Sebelum mempelajari materi tentang Primordialisme dan Kaitannya dengan Teori Identitas Etnis, terlebih dahulu pelajari materi tentang: Cara Dapat Uang dari TikTok dan Penjelasannya, Tipe DNS Beserta Cara Kerja dan Pengertiannya, dan Permasalahan PPDB Menggunakan Sistem Zonasi.

Primordialisme atau perenialisme merupakan argumen yang menyatakan bahwa suatu bangsa adalah fenomena alam kuno yang dapat ditelusuri secara filosofis dalam ide-ide romantisme jerma, seperti dalam karya Johann Gottlien Fitche dan Johann Gottfried Herder [5]. Bagi Herder, sebuah bangsa adalah sesuatu yang identik dengan kelompok bahasa yang digunakannya. Dalam pemikiran Herder, bahasa merupakan sesuai yang identik dengan pemikiran dan dipelajari dalam suatu komunitas tertentu, sehingga setiap komunitas harus berpikir secara berbeda-beda sesuai dengan bahasa yang digunakan dalam komunitas tersebut. Tidak hanya itu, hal ini juga menunjukkan bahwa masyarakat memegang sifat yang bentuknya tetap dari waktu ke waktu seiring dengan perkembangan zaman.

Paham primordialisme menghadapi banyak sekali kritik pada masa Perang Dunia ke II, karena banyak sarjana dengan jiwa nasionalisme tinggi datang untuk memperlakukan suatu bangsa sebagai sebuah komunitas yang dibangung dengan teknologi dan politik modernitas [1].

Premordialisme dalam kaitan etnis, juga berpendapat bahwa "kelompok etnis dan kebangsaan ada karena suatu tradisi dan kepercayaan, serta tindakannya terhadap objek premordial seperti faktor-faktor biologis dan lokasi teritorial". Argumen in bertumpu pada teori kekerabatan, dimana anggota kelompok atau etnis tertentu merasa memiliki kesamaan karakteristik, asal usul, dan juga hubungan darah.
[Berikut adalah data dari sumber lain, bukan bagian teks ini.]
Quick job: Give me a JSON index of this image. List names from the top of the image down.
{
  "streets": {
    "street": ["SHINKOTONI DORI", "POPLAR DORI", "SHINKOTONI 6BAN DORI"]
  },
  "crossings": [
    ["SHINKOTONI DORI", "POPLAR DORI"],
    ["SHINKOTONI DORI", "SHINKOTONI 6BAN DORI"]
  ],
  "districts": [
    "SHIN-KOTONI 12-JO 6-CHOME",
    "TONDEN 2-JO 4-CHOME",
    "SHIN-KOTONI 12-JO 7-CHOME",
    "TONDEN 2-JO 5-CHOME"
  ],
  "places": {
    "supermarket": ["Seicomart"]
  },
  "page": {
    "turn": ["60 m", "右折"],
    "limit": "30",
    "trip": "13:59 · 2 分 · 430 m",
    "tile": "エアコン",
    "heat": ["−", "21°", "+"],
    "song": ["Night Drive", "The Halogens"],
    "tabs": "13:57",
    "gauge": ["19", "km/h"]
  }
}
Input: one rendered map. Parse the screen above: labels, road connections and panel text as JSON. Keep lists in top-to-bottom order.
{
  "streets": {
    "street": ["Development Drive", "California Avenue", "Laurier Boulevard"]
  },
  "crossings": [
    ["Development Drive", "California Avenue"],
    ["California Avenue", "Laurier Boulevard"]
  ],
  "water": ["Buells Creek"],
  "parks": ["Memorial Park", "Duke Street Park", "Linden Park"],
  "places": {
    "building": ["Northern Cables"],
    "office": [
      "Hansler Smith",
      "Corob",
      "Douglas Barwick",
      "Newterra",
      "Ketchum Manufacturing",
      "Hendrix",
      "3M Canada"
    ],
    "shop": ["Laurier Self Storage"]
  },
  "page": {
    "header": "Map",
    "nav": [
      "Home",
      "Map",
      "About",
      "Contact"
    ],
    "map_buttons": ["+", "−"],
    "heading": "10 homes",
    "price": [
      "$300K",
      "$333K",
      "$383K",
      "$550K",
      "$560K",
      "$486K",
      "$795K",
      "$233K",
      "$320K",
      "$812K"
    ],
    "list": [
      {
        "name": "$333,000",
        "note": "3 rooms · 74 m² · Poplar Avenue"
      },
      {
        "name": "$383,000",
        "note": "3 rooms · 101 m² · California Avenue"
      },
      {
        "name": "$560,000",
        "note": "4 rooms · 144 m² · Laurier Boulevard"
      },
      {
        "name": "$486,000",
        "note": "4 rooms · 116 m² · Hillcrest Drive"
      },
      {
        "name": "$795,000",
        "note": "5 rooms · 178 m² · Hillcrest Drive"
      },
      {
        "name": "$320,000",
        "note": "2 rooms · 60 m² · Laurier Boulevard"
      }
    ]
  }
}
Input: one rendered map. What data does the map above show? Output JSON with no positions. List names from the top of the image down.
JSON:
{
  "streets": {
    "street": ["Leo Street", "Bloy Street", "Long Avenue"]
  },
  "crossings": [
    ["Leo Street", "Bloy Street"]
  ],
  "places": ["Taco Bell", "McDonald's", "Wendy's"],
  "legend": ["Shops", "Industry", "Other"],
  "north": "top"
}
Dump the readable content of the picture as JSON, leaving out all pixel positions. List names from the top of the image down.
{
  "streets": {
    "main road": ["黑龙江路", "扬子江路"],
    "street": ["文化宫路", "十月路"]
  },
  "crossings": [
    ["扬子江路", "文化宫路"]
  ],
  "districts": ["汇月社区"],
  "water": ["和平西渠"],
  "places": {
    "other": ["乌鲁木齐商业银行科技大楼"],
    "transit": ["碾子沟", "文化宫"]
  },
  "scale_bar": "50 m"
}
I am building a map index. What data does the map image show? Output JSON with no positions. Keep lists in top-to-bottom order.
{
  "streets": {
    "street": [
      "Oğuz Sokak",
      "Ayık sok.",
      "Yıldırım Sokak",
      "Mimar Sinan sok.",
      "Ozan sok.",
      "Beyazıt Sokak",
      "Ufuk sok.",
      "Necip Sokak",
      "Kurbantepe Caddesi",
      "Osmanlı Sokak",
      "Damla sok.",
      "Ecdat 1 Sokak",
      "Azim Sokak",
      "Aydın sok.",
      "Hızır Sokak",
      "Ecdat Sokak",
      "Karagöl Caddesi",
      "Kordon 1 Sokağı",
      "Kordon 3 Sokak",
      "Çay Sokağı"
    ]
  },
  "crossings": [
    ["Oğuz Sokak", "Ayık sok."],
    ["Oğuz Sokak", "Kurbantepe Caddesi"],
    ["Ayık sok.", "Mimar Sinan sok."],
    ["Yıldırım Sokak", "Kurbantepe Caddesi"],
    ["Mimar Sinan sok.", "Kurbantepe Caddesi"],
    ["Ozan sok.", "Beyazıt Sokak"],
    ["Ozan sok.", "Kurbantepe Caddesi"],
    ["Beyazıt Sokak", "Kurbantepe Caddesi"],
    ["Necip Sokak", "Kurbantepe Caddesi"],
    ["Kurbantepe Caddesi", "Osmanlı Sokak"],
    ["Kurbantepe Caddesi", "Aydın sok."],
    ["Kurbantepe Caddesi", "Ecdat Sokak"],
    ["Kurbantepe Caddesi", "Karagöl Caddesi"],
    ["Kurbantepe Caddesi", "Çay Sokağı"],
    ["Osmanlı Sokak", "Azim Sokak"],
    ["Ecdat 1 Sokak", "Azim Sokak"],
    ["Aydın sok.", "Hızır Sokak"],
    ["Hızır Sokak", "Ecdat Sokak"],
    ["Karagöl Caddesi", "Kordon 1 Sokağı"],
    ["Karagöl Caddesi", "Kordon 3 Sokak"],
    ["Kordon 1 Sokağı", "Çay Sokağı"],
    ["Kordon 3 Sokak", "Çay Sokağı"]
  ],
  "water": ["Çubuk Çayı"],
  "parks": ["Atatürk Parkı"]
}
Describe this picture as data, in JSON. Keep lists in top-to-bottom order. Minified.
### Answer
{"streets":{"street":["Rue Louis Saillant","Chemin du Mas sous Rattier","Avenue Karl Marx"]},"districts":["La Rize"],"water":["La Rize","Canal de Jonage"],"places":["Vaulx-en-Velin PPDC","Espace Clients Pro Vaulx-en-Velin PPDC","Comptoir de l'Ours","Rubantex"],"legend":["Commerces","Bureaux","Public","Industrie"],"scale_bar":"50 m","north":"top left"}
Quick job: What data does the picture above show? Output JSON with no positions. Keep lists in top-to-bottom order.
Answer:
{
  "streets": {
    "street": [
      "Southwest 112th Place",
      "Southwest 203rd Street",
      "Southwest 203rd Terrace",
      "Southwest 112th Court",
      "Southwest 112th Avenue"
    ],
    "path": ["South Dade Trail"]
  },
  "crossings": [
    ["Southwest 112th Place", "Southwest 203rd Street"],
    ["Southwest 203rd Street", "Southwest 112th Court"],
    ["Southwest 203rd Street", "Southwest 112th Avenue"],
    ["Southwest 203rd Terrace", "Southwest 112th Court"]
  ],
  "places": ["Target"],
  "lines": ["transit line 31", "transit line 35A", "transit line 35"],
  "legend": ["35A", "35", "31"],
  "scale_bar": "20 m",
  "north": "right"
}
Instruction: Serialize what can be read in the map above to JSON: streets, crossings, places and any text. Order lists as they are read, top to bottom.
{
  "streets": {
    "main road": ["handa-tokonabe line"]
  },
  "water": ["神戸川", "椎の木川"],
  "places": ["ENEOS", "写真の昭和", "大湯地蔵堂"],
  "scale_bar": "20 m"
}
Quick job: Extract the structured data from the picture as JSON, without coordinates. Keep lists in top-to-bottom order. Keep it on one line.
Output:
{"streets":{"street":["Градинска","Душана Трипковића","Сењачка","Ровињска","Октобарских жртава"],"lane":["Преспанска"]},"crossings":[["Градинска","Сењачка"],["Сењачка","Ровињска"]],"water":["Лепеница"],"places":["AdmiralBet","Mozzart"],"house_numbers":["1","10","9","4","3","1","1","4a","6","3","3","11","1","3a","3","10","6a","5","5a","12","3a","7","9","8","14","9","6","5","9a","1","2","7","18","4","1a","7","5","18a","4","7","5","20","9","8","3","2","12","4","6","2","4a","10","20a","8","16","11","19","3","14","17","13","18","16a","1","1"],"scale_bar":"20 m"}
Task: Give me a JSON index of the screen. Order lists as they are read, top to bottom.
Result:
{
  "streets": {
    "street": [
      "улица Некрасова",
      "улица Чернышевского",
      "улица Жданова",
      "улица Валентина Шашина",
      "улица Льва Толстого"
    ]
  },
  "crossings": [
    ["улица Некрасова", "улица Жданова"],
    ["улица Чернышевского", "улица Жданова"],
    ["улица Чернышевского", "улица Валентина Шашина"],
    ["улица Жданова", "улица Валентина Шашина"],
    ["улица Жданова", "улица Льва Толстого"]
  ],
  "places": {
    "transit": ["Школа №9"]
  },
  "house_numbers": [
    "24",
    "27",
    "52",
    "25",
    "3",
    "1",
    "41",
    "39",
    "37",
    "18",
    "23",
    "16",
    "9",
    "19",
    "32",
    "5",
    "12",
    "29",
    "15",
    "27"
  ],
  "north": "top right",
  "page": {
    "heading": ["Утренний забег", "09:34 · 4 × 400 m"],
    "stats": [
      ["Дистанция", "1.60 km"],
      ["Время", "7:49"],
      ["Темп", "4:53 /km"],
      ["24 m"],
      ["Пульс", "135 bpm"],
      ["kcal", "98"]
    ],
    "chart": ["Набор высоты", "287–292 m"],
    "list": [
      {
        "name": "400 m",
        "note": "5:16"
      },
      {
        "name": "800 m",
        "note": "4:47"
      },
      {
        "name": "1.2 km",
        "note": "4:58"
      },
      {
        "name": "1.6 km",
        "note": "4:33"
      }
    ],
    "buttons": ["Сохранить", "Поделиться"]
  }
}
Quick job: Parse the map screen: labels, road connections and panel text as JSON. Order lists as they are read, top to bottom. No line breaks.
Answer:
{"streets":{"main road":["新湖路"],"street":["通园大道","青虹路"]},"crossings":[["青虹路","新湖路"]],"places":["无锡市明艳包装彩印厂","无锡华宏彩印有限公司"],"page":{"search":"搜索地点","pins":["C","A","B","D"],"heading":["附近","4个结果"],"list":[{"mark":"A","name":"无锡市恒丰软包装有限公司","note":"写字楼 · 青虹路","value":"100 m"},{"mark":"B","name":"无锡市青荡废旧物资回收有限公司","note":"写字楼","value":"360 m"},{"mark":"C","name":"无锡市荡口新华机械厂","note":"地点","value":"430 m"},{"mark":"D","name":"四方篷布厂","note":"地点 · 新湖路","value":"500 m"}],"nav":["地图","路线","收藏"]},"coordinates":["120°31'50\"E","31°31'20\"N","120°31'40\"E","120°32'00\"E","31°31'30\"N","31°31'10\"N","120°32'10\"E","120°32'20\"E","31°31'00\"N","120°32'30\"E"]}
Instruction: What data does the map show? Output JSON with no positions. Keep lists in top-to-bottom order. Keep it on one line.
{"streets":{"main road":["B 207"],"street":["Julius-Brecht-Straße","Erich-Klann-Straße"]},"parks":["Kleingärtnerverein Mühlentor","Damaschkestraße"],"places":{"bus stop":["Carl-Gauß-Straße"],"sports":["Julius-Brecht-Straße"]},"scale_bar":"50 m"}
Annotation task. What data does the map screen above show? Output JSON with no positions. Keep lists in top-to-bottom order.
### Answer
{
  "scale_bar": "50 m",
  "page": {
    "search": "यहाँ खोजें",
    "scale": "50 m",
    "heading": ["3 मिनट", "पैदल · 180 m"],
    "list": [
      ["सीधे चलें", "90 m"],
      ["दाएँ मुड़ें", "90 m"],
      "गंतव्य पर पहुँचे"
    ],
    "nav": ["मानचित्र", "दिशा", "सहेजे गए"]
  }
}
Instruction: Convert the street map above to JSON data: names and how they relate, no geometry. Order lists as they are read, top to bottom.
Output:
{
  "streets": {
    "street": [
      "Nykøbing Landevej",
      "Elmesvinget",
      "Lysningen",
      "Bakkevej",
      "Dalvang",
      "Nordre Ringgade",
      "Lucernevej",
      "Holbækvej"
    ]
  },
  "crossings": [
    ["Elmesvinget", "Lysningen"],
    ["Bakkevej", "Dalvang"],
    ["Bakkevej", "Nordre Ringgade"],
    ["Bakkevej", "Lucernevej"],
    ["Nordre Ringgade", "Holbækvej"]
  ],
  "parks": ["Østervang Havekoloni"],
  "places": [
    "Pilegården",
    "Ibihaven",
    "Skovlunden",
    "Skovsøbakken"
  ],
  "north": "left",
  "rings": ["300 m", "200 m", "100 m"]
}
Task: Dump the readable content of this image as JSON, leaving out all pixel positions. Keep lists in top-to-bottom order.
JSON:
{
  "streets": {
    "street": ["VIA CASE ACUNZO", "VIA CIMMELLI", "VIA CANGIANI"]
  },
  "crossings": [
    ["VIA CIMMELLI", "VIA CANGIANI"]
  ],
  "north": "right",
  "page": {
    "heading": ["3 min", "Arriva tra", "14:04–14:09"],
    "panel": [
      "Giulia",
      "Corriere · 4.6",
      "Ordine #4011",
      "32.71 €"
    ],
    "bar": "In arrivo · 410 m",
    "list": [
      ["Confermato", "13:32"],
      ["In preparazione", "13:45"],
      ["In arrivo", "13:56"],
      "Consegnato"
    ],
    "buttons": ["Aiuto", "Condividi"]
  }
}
Jika dilihat dari Igbos Nigeria, maka apa yang mengikuti seseorang adalah apa yang menjadi asal usul mereka terdahulu [7].

Primordialisme tidak hanya dipahami sebagai sesuatu yang bersifat tetap dan sempurna, melainkan juga sebuah paham yang tetap memiliki kekurangan dan masalah, sama seperti halnya sebuah tradisi konseptual dan teoretis dalam ilmu-ilmu sosial, dimana salah seorang ilmuan politik seperti Khalil F. Osman [8] juga berpendapat bahwa "Premordialisme adalah sebuah pendekatan yang menekankan pada cara kerja loyalitas dan solidaritas sub-nasional yang beroperasi pada tingkat kesadaran kolektif masyarakat, dan masih mampu untuk memberikan alat epistemologis dan konseptual yang menginformasikan dan membuka ruang unik untuk penelitian dalam tindakan sosial dan politik".

Baca Juga:

Teori identitas etnis

Meskipun identitas komunal telah memberikan dasar pada definisi kelompok etnis, namun ada ketidaksetaraan mengenai bagaimana identitas etnis dapat terbentuk dan bagaimana hal tersebut dapat berubah dari waktu ke waktu. Dalam teori identitas etnis aliran pemikiran yang dikenal sebagai pendekatan primordialis, menjelaskan bahwa etnisitas sebagai sebuah karakteristik yang bersifat tetap pada individu dan komunitas. Dari pandangan tersebut, paham etnisitas atau kesukuan tertanam dalam atribut biologis yang diwariskan dari generasi ke generasi dan juga sejarah praktik budaya yang berbeda-beda. Identitas etnis dipandang sebagai sesuatu yang unik dalam intensitas dan daya tahan sebagai faktor eksistensial yang menentukan identifikasi diri dan ciri khas komunal. Mobilisasi identitas etnis dan nasionalisme etnis merupakan alat yang ampuh untuk melibatkan kelompok dalam perjuangan politik, sedangkan perpecahan etnis dan konflik dianggap selalu melekat pada masyarakat multietnis dan merupakan bentuk fenomena yang bersifat umum.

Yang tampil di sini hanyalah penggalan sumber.